> [ACTIVITY] I would like you to restate each record word for word.

> [Items from a data source]

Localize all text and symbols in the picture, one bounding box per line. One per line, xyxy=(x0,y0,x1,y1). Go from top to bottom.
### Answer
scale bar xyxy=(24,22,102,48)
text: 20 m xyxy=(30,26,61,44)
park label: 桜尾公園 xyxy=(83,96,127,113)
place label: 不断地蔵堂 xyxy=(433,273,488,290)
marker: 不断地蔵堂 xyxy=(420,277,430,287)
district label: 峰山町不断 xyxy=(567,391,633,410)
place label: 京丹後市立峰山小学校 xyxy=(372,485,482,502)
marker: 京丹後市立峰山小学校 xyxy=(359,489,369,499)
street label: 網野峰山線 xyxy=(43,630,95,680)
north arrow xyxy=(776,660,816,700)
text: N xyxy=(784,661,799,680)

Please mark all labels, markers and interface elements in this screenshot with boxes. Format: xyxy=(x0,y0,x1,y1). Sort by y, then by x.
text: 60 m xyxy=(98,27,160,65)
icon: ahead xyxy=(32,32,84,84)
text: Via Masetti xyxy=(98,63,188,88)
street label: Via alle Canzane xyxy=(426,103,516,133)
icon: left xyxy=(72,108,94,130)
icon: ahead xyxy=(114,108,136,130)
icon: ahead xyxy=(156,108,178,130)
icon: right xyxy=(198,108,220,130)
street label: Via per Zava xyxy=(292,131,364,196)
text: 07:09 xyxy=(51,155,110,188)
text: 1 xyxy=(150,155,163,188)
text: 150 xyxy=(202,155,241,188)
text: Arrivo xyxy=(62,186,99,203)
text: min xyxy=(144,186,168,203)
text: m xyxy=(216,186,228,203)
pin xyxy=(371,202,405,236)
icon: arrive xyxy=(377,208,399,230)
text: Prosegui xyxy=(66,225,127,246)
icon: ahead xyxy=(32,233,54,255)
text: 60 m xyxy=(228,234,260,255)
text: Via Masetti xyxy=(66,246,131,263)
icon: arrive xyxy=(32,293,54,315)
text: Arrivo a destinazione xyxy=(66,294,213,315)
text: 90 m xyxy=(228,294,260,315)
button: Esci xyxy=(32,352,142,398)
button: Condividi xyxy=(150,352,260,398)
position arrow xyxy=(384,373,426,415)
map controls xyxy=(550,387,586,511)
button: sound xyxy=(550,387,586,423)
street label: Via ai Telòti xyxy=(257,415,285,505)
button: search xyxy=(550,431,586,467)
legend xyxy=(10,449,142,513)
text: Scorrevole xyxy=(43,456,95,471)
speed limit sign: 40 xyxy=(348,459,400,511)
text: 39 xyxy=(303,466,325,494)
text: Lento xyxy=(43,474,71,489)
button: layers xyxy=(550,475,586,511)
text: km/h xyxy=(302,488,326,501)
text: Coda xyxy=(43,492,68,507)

> [THE ANSWER]
Localize all text and symbols in the picture, one bounding box per line. One per line, xyxy=(x0,y0,x1,y1). Go from top to bottom.
### Answer
scale bar xyxy=(24,22,102,48)
text: 20 m xyxy=(30,26,61,44)
park label: 桜尾公園 xyxy=(83,96,127,113)
place label: 不断地蔵堂 xyxy=(433,273,488,290)
marker: 不断地蔵堂 xyxy=(420,277,430,287)
district label: 峰山町不断 xyxy=(567,391,633,410)
place label: 京丹後市立峰山小学校 xyxy=(372,485,482,502)
marker: 京丹後市立峰山小学校 xyxy=(359,489,369,499)
street label: 網野峰山線 xyxy=(43,630,95,680)
north arrow xyxy=(776,660,816,700)
text: N xyxy=(784,661,799,680)

Please mark all labels, markers and interface elements in this screenshot with boxes. Format: xyxy=(x0,y0,x1,y1). Sort by y, then by x.
text: 60 m xyxy=(98,27,160,65)
icon: ahead xyxy=(32,32,84,84)
text: Via Masetti xyxy=(98,63,188,88)
street label: Via alle Canzane xyxy=(426,103,516,133)
icon: left xyxy=(72,108,94,130)
icon: ahead xyxy=(114,108,136,130)
icon: ahead xyxy=(156,108,178,130)
icon: right xyxy=(198,108,220,130)
street label: Via per Zava xyxy=(292,131,364,196)
text: 07:09 xyxy=(51,155,110,188)
text: 1 xyxy=(150,155,163,188)
text: 150 xyxy=(202,155,241,188)
text: Arrivo xyxy=(62,186,99,203)
text: min xyxy=(144,186,168,203)
text: m xyxy=(216,186,228,203)
pin xyxy=(371,202,405,236)
icon: arrive xyxy=(377,208,399,230)
text: Prosegui xyxy=(66,225,127,246)
icon: ahead xyxy=(32,233,54,255)
text: 60 m xyxy=(228,234,260,255)
text: Via Masetti xyxy=(66,246,131,263)
icon: arrive xyxy=(32,293,54,315)
text: Arrivo a destinazione xyxy=(66,294,213,315)
text: 90 m xyxy=(228,294,260,315)
button: Esci xyxy=(32,352,142,398)
button: Condividi xyxy=(150,352,260,398)
position arrow xyxy=(384,373,426,415)
map controls xyxy=(550,387,586,511)
button: sound xyxy=(550,387,586,423)
street label: Via ai Telòti xyxy=(257,415,285,505)
button: search xyxy=(550,431,586,467)
legend xyxy=(10,449,142,513)
text: Scorrevole xyxy=(43,456,95,471)
speed limit sign: 40 xyxy=(348,459,400,511)
text: 39 xyxy=(303,466,325,494)
text: Lento xyxy=(43,474,71,489)
button: layers xyxy=(550,475,586,511)
text: km/h xyxy=(302,488,326,501)
text: Coda xyxy=(43,492,68,507)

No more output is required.